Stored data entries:
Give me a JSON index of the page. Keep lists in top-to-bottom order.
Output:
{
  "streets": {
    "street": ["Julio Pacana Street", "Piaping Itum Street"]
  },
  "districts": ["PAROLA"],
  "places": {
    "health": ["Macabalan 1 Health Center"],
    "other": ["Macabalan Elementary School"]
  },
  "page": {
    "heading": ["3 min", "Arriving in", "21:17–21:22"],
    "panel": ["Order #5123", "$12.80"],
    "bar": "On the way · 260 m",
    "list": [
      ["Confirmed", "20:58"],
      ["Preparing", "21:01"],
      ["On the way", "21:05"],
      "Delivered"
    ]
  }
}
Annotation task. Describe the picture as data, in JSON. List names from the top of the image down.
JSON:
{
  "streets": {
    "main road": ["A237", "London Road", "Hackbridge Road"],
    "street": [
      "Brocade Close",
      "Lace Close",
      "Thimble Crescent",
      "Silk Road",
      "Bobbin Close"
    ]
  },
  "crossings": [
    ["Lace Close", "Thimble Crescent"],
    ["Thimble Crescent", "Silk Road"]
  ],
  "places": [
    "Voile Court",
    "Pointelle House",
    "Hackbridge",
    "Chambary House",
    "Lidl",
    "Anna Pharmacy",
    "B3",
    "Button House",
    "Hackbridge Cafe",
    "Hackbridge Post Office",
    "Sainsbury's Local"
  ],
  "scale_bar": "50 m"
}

# Requirement:
Every record must be repeated precisely and in full.

# Your solution:
Give me a JSON index of the page. Keep lists in top-to-bottom order.
Output:
{
  "streets": {
    "street": ["Julio Pacana Street", "Piaping Itum Street"]
  },
  "districts": ["PAROLA"],
  "places": {
    "health": ["Macabalan 1 Health Center"],
    "other": ["Macabalan Elementary School"]
  },
  "page": {
    "heading": ["3 min", "Arriving in", "21:17–21:22"],
    "panel": ["Order #5123", "$12.80"],
    "bar": "On the way · 260 m",
    "list": [
      ["Confirmed", "20:58"],
      ["Preparing", "21:01"],
      ["On the way", "21:05"],
      "Delivered"
    ]
  }
}
Annotation task. Describe the picture as data, in JSON. List names from the top of the image down.
JSON:
{
  "streets": {
    "main road": ["A237", "London Road", "Hackbridge Road"],
    "street": [
      "Brocade Close",
      "Lace Close",
      "Thimble Crescent",
      "Silk Road",
      "Bobbin Close"
    ]
  },
  "crossings": [
    ["Lace Close", "Thimble Crescent"],
    ["Thimble Crescent", "Silk Road"]
  ],
  "places": [
    "Voile Court",
    "Pointelle House",
    "Hackbridge",
    "Chambary House",
    "Lidl",
    "Anna Pharmacy",
    "B3",
    "Button House",
    "Hackbridge Cafe",
    "Hackbridge Post Office",
    "Sainsbury's Local"
  ],
  "scale_bar": "50 m"
}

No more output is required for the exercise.